French presence within Ireland remains stable. Several establishments are based in the international financial services centre in Dublin: BNP Paribas, Société Générale, Caceis (subsidiary of Crédit Agricole), as well as Airbus Financial Services. Dublin has become a major hub for insurance companies and, as such, major French players are also present: AXA, CACI (Crédit Agricole), Coface, Euler Hermes and SCOR. The agrifood industry is represented by Danone and Pernod Ricard (who bought out Irish Distillers in 1988). In the transport industry, Alstom is present as provider of the the Dublin tram system (Luas).

Cultural, scientific and technical cooperation

Franco-Irish cooperation is based on scientific and linguistic cooperation. The presence of the French language in Ireland is remarkable. Some 60% of young Irish citizens choose French as their first foreign language in secondary education.

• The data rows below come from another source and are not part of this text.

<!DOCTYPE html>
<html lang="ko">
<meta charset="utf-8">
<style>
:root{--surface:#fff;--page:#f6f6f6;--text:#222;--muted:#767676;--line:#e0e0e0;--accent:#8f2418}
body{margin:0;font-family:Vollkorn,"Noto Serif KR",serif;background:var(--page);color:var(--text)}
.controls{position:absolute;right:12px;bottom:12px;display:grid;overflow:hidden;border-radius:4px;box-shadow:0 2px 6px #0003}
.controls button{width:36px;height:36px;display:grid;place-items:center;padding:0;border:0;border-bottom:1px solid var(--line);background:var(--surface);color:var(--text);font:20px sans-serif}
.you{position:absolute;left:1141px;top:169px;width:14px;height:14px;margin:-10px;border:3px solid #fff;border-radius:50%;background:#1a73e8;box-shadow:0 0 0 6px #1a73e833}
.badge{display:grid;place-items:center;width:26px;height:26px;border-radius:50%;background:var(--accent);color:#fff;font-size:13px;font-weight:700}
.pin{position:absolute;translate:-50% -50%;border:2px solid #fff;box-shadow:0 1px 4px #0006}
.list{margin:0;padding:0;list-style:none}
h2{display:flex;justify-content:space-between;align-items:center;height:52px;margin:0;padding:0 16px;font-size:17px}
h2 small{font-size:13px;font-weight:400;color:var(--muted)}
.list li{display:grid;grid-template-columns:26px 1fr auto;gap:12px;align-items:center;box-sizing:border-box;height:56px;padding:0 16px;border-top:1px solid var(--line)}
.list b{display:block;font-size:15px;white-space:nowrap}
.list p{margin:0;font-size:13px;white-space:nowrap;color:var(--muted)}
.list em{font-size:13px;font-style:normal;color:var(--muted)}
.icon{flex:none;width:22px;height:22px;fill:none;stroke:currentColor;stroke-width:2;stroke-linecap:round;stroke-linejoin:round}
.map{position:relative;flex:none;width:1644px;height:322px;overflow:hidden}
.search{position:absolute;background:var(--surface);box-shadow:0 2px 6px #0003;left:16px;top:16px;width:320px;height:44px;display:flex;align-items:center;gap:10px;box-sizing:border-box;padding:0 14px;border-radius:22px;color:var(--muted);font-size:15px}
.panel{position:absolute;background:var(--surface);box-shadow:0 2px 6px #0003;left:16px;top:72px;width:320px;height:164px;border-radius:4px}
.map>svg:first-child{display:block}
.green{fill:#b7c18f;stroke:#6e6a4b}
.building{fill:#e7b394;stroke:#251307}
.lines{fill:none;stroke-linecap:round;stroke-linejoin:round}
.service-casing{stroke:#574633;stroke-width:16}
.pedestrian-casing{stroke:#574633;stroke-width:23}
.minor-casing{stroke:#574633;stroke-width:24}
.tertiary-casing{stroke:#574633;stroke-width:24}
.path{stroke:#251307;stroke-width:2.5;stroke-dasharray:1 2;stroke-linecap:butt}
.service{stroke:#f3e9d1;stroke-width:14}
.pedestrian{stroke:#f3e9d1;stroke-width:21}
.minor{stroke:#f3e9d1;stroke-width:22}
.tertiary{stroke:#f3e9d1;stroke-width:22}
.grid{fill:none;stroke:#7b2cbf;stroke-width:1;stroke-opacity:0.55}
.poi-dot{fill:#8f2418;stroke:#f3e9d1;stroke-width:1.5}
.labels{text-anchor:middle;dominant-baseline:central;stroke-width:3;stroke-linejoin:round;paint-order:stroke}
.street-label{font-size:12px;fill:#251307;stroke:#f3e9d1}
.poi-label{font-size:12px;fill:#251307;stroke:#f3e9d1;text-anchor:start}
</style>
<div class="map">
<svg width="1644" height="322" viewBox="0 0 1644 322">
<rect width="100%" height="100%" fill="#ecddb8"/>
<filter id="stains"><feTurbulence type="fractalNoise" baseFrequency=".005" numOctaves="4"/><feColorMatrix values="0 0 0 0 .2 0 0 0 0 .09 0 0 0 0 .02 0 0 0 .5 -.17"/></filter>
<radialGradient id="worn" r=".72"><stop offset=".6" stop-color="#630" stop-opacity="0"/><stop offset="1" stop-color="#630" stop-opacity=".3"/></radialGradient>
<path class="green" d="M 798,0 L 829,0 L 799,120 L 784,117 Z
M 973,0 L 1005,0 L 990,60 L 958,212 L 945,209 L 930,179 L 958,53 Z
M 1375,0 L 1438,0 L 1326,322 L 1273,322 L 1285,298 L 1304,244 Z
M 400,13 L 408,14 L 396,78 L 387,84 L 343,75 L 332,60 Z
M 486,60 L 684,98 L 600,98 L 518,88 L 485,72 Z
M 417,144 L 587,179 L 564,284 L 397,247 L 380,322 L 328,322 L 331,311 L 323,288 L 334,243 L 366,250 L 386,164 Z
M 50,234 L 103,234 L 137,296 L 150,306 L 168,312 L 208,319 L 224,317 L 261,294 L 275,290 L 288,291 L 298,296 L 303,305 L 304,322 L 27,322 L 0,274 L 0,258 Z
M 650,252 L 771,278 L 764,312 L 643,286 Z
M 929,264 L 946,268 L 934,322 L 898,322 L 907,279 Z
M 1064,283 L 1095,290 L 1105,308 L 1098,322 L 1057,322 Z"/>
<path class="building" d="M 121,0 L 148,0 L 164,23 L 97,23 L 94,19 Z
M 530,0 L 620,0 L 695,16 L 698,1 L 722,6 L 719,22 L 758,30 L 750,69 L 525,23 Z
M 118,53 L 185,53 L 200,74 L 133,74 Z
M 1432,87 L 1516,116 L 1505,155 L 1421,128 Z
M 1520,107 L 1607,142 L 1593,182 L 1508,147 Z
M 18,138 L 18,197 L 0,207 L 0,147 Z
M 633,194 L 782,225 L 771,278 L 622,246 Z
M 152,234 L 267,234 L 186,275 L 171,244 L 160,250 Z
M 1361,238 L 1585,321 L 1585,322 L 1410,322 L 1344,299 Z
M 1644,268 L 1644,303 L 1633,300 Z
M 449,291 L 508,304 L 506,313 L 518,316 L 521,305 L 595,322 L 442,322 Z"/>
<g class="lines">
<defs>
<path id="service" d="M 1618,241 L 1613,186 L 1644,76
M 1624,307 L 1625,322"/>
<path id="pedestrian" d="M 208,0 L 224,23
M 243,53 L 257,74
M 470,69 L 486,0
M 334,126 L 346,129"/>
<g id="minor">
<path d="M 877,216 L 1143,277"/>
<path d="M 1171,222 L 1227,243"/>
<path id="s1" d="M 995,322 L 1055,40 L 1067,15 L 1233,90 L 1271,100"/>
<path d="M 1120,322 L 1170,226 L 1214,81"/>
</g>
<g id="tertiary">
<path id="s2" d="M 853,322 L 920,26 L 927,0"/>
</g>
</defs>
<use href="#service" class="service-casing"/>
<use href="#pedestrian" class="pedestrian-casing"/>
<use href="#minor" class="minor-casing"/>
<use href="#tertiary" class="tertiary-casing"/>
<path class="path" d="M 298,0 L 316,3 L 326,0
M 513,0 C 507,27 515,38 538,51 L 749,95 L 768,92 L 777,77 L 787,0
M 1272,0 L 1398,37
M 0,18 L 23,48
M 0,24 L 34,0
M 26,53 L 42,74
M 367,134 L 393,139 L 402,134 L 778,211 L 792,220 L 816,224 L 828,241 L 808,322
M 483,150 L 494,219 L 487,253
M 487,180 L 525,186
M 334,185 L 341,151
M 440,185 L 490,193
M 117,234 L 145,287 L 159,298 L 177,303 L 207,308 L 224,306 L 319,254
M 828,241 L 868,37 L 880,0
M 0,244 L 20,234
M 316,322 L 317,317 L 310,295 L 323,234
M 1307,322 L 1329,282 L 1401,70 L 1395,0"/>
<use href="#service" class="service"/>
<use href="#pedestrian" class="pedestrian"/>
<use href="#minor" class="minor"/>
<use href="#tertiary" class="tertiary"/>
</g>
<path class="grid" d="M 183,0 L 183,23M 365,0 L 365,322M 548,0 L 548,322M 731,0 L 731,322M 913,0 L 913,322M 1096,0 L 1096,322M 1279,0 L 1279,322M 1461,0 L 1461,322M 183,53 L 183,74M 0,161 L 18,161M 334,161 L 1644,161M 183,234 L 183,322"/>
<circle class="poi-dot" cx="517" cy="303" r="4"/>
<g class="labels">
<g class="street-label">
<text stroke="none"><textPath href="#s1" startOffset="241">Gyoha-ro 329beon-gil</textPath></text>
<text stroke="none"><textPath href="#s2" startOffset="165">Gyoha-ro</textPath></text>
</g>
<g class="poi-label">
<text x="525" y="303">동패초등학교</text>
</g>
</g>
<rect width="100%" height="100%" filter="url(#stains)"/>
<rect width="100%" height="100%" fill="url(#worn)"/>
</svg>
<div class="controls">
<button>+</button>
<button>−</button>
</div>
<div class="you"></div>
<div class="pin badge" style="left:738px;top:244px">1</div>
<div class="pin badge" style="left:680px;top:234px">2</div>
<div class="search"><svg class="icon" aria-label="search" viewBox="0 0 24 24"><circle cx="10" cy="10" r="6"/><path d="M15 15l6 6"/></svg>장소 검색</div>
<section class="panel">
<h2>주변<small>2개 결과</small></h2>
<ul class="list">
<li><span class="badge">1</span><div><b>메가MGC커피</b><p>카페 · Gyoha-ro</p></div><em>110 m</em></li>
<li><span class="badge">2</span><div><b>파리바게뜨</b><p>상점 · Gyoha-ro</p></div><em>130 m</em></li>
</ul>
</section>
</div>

Some 3,000 French teachers of Irish nationality and over 600 schools create a unique network. The Alliance française in Dublin is the third-largest Alliance française in Europe for number of students behind Paris and Bussels. The country also hosts four other Alliances française branches. France supports the French language and Ireland most notably by implementing a continuous training programme for French teachers in Ireland.

Linguistic and cultural cooperation is also supported by two vibrant institutions: the Irish College in Paris (which also doubles as a cultural centre), and the French lycée in Dublin which provides a bilingual education.

University cooperation is also in good health. France is the leading country of choice for Irish students under the Erasmus programme while Ireland is the fourth most popular EU destination for French students on the same programme.

Scientific cooperation is supported by the Hubert Curien Partnership “Ulysse” and a series of high-level agreements between institutions which is one of the most attractive in Europe (over 60 requests per year) with high-quality projects (70% of the proposals are rated A or A+).

Cooperation between France and Ireland has developed significantly in jointly-defined priority sectors: energy, agronomy, health, digital technology, maritime sciences. Franco-Irish partnerships contribute to the success of joint submissions for European HORIZON 2020 funding. Some 40% of Irish projects selected for European funding were composed of at least one French partner while 12% of French projects have at least one Irish partner. Ireland has a return rate of 158% on the Horizon2020 programme and Franco-Irish participation in 2014 and 2015 represented €260m in subsidies.